The Redemption Project includes a lot of neighborhood driving footage, historical photographs, and families describing the moment they learned of a crime that would wreck life as they knew it. But unlike many true-crime shows, this one shows no lawyers strategizing about how to spin a story for a jury. It also doesn’t dwell on the macabre details of each violent crime (mainly shootings and DUI incidents). Instead, Redemption Project offers long-term perspective on tragedy and healing.
One question hangs over each episode: Will the victim (or victim’s family) forgive the offender? They certainly don’t have to. The “punitive” justice system has already worked its will. In these cases, the participating offenders will continue to serve their jail time or live their lives regardless of how the dialogues go, so they don’t have to participate either. Each dialogue is entirely voluntary.

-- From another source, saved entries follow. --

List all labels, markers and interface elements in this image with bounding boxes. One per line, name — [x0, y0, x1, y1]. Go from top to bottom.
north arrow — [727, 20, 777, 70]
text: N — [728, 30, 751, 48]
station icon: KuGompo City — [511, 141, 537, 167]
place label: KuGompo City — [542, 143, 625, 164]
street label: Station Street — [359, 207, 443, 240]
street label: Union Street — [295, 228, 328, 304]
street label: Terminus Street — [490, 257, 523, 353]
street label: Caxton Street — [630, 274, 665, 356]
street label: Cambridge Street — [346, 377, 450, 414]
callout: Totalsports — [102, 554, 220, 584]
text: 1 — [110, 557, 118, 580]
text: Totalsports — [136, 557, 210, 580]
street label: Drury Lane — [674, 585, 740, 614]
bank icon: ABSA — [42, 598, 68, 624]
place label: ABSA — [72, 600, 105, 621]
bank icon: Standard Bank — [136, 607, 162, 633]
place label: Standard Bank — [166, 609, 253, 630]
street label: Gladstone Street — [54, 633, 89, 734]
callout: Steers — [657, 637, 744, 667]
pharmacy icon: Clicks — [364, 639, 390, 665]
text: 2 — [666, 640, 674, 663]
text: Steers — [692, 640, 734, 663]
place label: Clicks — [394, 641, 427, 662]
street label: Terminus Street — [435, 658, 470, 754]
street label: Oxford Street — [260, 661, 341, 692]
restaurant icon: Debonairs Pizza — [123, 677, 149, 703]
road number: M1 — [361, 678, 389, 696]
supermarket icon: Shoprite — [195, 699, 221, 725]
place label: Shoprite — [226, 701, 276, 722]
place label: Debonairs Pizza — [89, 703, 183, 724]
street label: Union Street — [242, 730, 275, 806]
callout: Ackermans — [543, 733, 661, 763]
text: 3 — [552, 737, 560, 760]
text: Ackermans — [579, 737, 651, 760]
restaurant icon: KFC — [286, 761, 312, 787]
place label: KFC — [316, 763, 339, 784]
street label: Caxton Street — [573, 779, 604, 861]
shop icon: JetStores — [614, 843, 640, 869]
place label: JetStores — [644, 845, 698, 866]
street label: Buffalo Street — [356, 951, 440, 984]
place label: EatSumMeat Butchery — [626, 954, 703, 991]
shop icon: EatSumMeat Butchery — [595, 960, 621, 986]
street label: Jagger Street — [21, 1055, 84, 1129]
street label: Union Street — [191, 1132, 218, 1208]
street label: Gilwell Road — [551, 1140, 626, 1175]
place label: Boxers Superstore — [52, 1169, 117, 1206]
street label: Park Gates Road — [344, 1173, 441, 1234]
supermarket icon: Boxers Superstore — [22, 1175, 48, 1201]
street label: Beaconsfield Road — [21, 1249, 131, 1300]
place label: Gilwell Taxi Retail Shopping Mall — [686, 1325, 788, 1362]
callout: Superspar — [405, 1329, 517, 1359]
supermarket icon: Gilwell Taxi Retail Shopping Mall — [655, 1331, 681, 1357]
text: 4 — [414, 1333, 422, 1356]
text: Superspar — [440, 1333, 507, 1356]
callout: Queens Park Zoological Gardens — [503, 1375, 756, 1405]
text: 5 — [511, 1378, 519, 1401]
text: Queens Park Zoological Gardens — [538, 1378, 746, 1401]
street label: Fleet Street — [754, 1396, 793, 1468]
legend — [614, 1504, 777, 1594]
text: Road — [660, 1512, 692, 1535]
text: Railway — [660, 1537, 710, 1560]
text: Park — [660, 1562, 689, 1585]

But as one participant says, “It’s hard work. It’s people telling truth about the hardest day of their lives.”
The show humanizes each party in a way that the American justice system often does not. Throughout the series, the victims star. But humanizing means telling the full story—including showing how victims, too, are flawed. In one episode, a bereaved mother admits to introducing her son to the drug life that eventually got him killed. In another, host Van Jones asks a white policeman about unconscious bias. The officer, who survived a gunshot to the throat by a black man, admits he’s ashamed of the “racial overtones” in his own perception.
One expert told WORLD in 2015 that, in some situations, ongoing relationships between victims and offenders can have a deterrent effect on future crime. Studies indicate that restorative justice programs curb recidivism rates. In that case, let’s hope Redemption Project sparks many more real-life conversations.